Locations and presence
Gen Digital is dual-headquartered in Tempe, Arizona and Prague, Czech Republic, with teams spread across multiple countries. Gen Digital promotes flexible working, including policies such as “Work from Elsewhere” (time-limited remote work from a travel destination) and location-specific benefits.
Palpable Score
67.7
/ 100
Gen Digital is accessible to early-career candidates mainly through internships and working-student roles rather than a clearly labeled graduate pipeline.
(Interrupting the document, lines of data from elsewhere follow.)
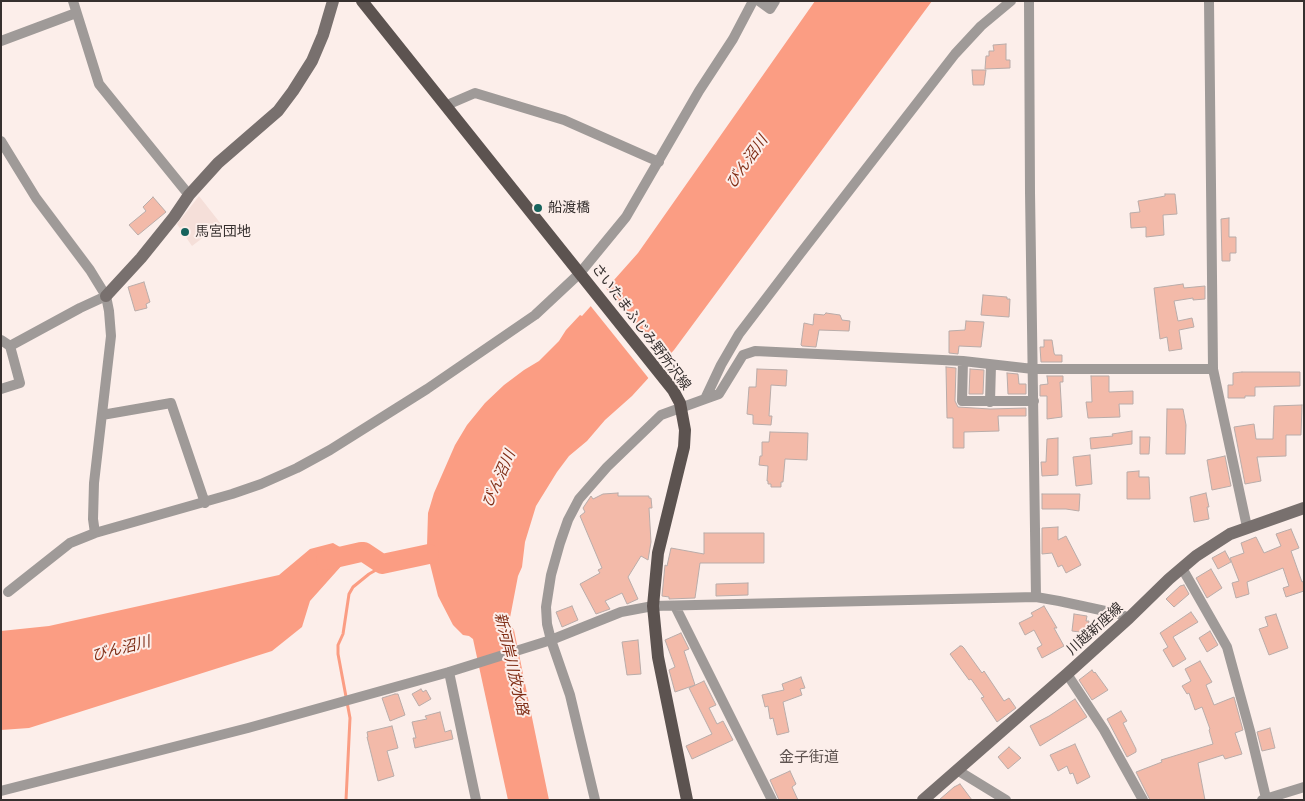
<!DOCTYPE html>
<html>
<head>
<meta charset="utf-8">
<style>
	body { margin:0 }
	#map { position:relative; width:1305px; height:801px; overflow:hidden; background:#fceeea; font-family:Figtree,sans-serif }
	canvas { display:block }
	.frame { position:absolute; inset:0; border:2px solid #36302f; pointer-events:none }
</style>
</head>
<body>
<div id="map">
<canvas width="1305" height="801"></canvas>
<div class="frame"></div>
</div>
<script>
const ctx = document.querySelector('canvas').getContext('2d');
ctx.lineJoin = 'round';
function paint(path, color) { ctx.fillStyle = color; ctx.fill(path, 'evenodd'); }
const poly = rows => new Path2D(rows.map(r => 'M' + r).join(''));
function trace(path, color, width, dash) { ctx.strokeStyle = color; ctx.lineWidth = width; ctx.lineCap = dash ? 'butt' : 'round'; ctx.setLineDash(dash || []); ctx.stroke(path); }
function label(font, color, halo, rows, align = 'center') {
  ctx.font = font + ' Figtree,"Noto Sans JP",sans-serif'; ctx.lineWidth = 4; ctx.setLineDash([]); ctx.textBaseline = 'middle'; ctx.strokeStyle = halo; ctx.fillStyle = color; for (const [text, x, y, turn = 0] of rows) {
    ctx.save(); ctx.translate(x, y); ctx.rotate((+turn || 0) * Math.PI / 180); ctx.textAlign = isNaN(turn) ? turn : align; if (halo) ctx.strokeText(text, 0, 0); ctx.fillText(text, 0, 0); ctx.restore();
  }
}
const built = poly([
	[199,196,221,224,192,246,177,224]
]);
const water = poly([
	[815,1,932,1,674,350,632,396,605,420,587,441,569,456,557,472,536,506,525,542,522,567,518,576,509,623,514,630,549,800,508,800,473,639,469,636,463,635,453,625,438,596,430,564,422,563,421,561,402,563,401,558,419,554,419,550,427,546,428,513,434,493,455,445,467,425,485,403,504,385,524,370,539,361,559,341,566,330,580,315,582,316,638,253],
	[333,543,352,554,310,601,302,627,272,651,29,728,1,730,1,631,49,626,279,575,310,549]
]);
const pier = poly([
	[605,287,666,363,650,380,589,304]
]);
const stream = poly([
	[346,800,350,718,338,654,338,645,343,634,349,594,353,587,369,574,383,566,382,564]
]);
const river = poly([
	[326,560,361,552,364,552,382,564,429,554]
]);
const building = poly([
	[1006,44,1006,60,1010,60,1010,68,985,69,986,56,989,56,989,51,994,51,993,45,1006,44],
	[972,70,986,70,984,85,973,85,972,70],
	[1165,194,1175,194,1177,214,1163,215,1164,235,1146,237,1146,227,1131,228,1130,213,1140,212,1138,201,1160,197,1165,196,1165,194],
	[153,197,166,212,138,235,129,225,146,211,143,207,153,197],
	[1229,218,1229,237,1236,237,1236,253,1230,253,1230,261,1222,261,1221,219,1229,218],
	[144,282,150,302,146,304,147,308,135,311,128,287,144,282],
	[1183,284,1184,288,1205,286,1205,299,1193,300,1193,298,1174,301,1178,321,1192,318,1194,327,1179,330,1182,349,1169,351,1167,337,1160,339,1154,288,1183,284],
	[983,295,1007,297,1007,299,1010,299,1009,317,981,315,983,295],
	[826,313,840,315,842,320,850,321,849,331,819,330,816,347,802,346,801,345,804,323,813,325,814,314,824,315,826,313],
	[966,321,984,322,981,347,959,346,958,354,949,353,949,331,965,330,966,321],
	[1044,340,1052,340,1054,353,1055,355,1062,355,1062,362,1041,362,1040,347,1044,347,1044,340],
	[946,367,956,368,955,401,958,407,990,409,1026,408,1026,416,998,416,999,431,964,432,964,448,953,448,953,418,947,418,946,367],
	[757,369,787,370,786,386,771,385,769,416,772,416,771,425,753,424,753,415,747,414,749,387,756,387,757,369],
	[970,369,984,370,983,394,969,394,970,369],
	[1242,372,1300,372,1300,386,1255,387,1255,396,1245,396,1245,398,1228,398,1228,385,1233,385,1233,373,1242,372],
	[1007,373,1018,374,1019,384,1026,384,1026,394,1008,394,1007,373],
	[1047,376,1063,376,1063,382,1060,382,1062,417,1047,419,1047,396,1040,396,1040,385,1048,384,1047,376],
	[1091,376,1109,376,1109,392,1133,391,1133,404,1119,404,1120,417,1088,418,1086,402,1092,402,1091,376],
	[1302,405,1301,435,1286,435,1286,456,1257,457,1261,481,1245,484,1234,427,1254,424,1256,439,1273,439,1274,406,1302,405],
	[1167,409,1183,409,1186,425,1185,454,1166,454,1167,409],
	[1132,431,1132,444,1091,449,1090,438,1113,436,1112,434,1132,431],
	[770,432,808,433,807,460,785,459,783,482,781,482,781,487,771,487,771,484,768,484,768,481,767,481,768,466,759,465,760,456,762,456,762,442,769,442,770,432],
	[1140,437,1150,437,1149,454,1140,454,1140,437],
	[1058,438,1058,475,1042,476,1041,462,1046,462,1047,439,1058,438],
	[1090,455,1092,484,1076,486,1073,457,1090,455],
	[1225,456,1231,486,1212,490,1207,460,1225,456],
	[1139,471,1139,477,1149,477,1150,499,1127,499,1127,472,1139,471],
	[618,493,618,496,649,496,649,498,651,498,652,508,649,508,651,542,648,560,641,556,628,577,638,599,627,604,622,593,605,601,610,609,596,614,580,584,600,573,598,570,602,568,580,516,585,512,583,508,591,496,593,499,603,494,618,493],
	[1206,493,1209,507,1207,507,1209,519,1194,522,1190,497,1206,493],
	[1042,494,1080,494,1079,511,1066,509,1042,509,1042,494],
	[1058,527,1058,540,1066,536,1081,565,1066,573,1062,565,1058,567,1052,553,1042,554,1042,528,1058,527],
	[1291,529,1299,548,1291,551,1302,582,1304,581,1304,591,1286,597,1283,588,1289,586,1283,568,1247,582,1249,594,1236,598,1232,583,1239,581,1230,558,1244,553,1241,543,1256,537,1264,553,1281,546,1276,534,1291,529],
	[704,533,764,533,764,563,700,563,695,598,669,599,669,597,662,596,665,565,667,566,671,548,704,554,704,533],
	[1225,551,1231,562,1218,569,1212,558,1225,551],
	[1211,569,1222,588,1207,598,1196,578,1211,569],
	[748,583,748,595,716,596,716,584,748,583],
	[1184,585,1189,594,1174,607,1166,599,1180,586,1184,585],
	[572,606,578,620,562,627,556,612,572,606],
	[1044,606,1057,628,1054,628,1064,646,1042,658,1037,648,1042,645,1034,630,1025,635,1019,623,1033,616,1031,613,1044,606],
	[1191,612,1198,622,1173,637,1186,659,1173,667,1163,650,1168,647,1160,633,1191,612],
	[1074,614,1087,616,1086,621,1089,621,1087,633,1072,631,1074,614],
	[1276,614,1288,648,1269,655,1259,629,1268,626,1265,617,1276,614],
	[1210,631,1218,645,1207,652,1199,638,1210,631],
	[681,633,689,649,684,651,695,685,675,692,669,670,675,667,665,640,681,633],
	[638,640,641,674,627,675,622,642,638,640],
	[960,646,962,646,964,648,982,673,984,671,1004,701,1009,698,1016,708,997,722,981,698,984,697,971,679,969,680,950,654,960,646],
	[1200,661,1212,682,1206,685,1214,705,1234,697,1243,730,1235,733,1242,754,1225,759,1223,755,1198,763,1205,800,1150,800,1136,772,1162,762,1161,760,1213,744,1209,730,1210,729,1202,707,1195,710,1189,693,1187,694,1182,686,1191,681,1185,669,1200,661],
	[1092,670,1094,673,1095,672,1108,690,1092,700,1079,680,1092,670],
	[801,677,805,688,800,689,802,695,783,702,789,732,777,735,773,718,770,719,768,706,765,707,762,695,784,690,782,684,801,677],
	[704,681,716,705,709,708,717,724,723,721,733,740,692,759,686,746,712,734,689,688,704,681],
	[421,689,423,692,426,690,431,699,419,706,412,694,421,689],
	[395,694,398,694,405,715,390,721,382,698,395,694],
	[1075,699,1087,717,1040,746,1030,726,1049,716,1075,699],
	[1121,711,1127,721,1123,723,1136,749,1136,752,1127,757,1107,719,1121,711],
	[440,712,445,732,451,730,453,739,415,748,413,738,416,738,412,722,427,719,425,716,440,712],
	[392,726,398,748,387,751,394,776,378,781,367,737,368,737,367,732,392,726],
	[1270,728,1275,748,1262,751,1257,732,1270,728],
	[1075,744,1090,777,1077,784,1073,773,1070,774,1067,766,1058,771,1050,755,1075,744],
	[1009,747,1021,758,1008,769,998,757,1009,747],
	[790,771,796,784,792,787,798,800,779,800,770,780,790,771],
	[960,784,972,800,939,800,954,787,960,784]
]);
const street = poly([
	[73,1,99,84,189,195],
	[759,1,770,9,775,1],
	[1029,1,1030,192,1036,597],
	[1209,1,1213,369,1247,527],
	[1,41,76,13],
	[447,105,475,93,564,120,659,162],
	[1,141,36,198,90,270,106,296,109,311,111,336,94,483,93,519,95,533,232,494,261,484,297,468,330,450,427,389,535,315,580,273,626,217,699,91,733,39,753,1],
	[1,340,10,346,20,383,1,389],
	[10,346,80,308,106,296],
	[963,361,962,401,1034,401],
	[705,399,719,394,743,355,755,351,963,361,1033,369,1213,369],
	[990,402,991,365],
	[102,415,171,403,205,503],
	[1182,568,1227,647,1250,731,1266,798],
	[8,592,70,543,95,533],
	[675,606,772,800],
	[449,672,476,800],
	[1067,674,1104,730,1143,800],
	[957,770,1006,800],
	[1,791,248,728,449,672,551,640,621,612,653,606,1036,597,1059,601,1119,614,1129,618],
	[595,800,570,695,551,640,547,624,546,607,551,575,560,543,568,520,579,499,607,467,661,415,705,399,721,365,739,334,800,254,955,54,981,26,1011,1],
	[1262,800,1304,787]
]);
const secondary = poly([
	[106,296,141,258,174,217,189,195,218,163,278,111,293,91,312,61,323,35,333,1],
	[923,800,1067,674,1129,618,1169,579,1196,556,1230,534,1304,508]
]);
const primary = poly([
	[362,1,673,390,680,403,685,430,684,447,658,553,653,606,658,657,687,800]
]);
const markers = [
	[538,208,5,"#17635d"],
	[185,232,5,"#17635d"]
];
const poiNames = [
	["船渡橋",548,208],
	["馬宮団地",195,232]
];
const streetNames = [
	["さいたまふじみ野所沢線",641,327,53],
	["川越新座線",1095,629,-42]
];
const waterNames = [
	["びん沼川",747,162,-55],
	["びん沼川",499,479,-66],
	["びん沼川",121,649,-14],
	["新河岸川放水路",511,664,77]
];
const neighbourhoodNames = [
	["金子街道",809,758]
];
paint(built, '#f5dfd9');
paint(water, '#fb9d83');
paint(pier, '#fceeea');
trace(stream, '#fb9d83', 3);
trace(river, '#fb9d83', 20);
paint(building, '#f3baa9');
trace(building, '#b9aca9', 1);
trace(street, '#9f9a98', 10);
trace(secondary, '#78706e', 12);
trace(primary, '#5c5350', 12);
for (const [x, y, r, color] of markers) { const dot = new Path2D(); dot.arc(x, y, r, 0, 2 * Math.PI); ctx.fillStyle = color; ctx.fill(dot); trace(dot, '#fceeea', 2); }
label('14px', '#36302f', '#fceeea', poiNames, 'left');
label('14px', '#36302f', '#fceeea', streetNames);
label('italic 15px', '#812f17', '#fceeea', waterNames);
label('15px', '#5f5451', '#fceeea', neighbourhoodNames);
</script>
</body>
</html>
Gen Digital invests in learning platforms and mentoring options that can be valuable early on, and some roles publish salary ranges, but hiring transparency and early-career outcomes are hard to verify from public sources.
Pillar 1: Early-career access

Score

13.6
/ 20
  • The company publicly references a “summer internship program” with structured elements like professional development workshops and coordinated intern activities.
  • Gen Digital has publicly visible internship and working-student job postings (for example, Software Engineering Intern and Working Student roles), which signals recurring entry points even without a dedicated “early careers” hub.
  • The company lacks a clearly described, named graduate program or rotational scheme on the main careers content, which limits clarity on full-time entry routes beyond internships.
Pillar 2: Hiring fairness and transparency

Score

11.8
/ 20
  • The company has candidate-reported interview processes that can be clearly multi-stage, including examples of a structured sequence across talent acquisition, hiring manager, cross-functional partners, and senior leadership.
  • Gen Digital has candidate reports of high round-count processes for some roles (including reports of seven rounds), which raises workload and predictability concerns for early-career applicants.
  • The company does not publish a consistent, company-wide hiring process guide with timelines or feedback expectations, so transparency depends heavily on the recruiter and the team.
Pillar 3: Learning and support

Score

15.2
/ 20
  • The company runs Learn@Gen, which lists specific learning mechanisms including eLearning modules, academy learning content (including the McKinsey Leadership Academy), mentorship pairing, and leadership courses via Harvard ManageMentor.
  • Gen Digital describes mentorship as a formal option on the learning page, with tools designed to help employees build networks and develop leadership skills.
  • The company talks about learning communities such as LEADS (Learn, Educate, Achieve, Develop for Success), but public information does not clearly spell out how onboarding and mentorship are guaranteed for new graduates in day-to-day team placement.
Pillar 4: Pay fairness and stability

Score

15.0
/ 20
  • The company publishes base salary ranges on at least some first-party Workday postings, including mid-level analytics roles with a stated annual base salary band.
  • Gen Digital lists benefits that support stability early in a career, including an employee assistance program that extends to dependents and flexible time-off framing through “My Time Off.”
  • The company’s pay transparency is uneven across the full job catalog, and internship compensation is easier to benchmark through third-party sources than through first-party postings.
Pillar 5: Early-career outcomes

Score

12.1
/ 20
  • The company has mixed but workable employee sentiment on progression, with career opportunity ratings sitting below work-life balance in review aggregates, suggesting advancement depends on team and function.
  • Gen Digital has LinkedIn profile patterns showing early-career hires moving from intern or junior titles into longer-term roles across engineering, product, and analytics, but the sample is not published as a tracked outcome by Gen Digital.
  • The company does not publish early-career outcome metrics such as intern-to-offer conversion rates, early-tenure retention, or time-to-promotion, which limits confidence about consistency of long-run outcomes.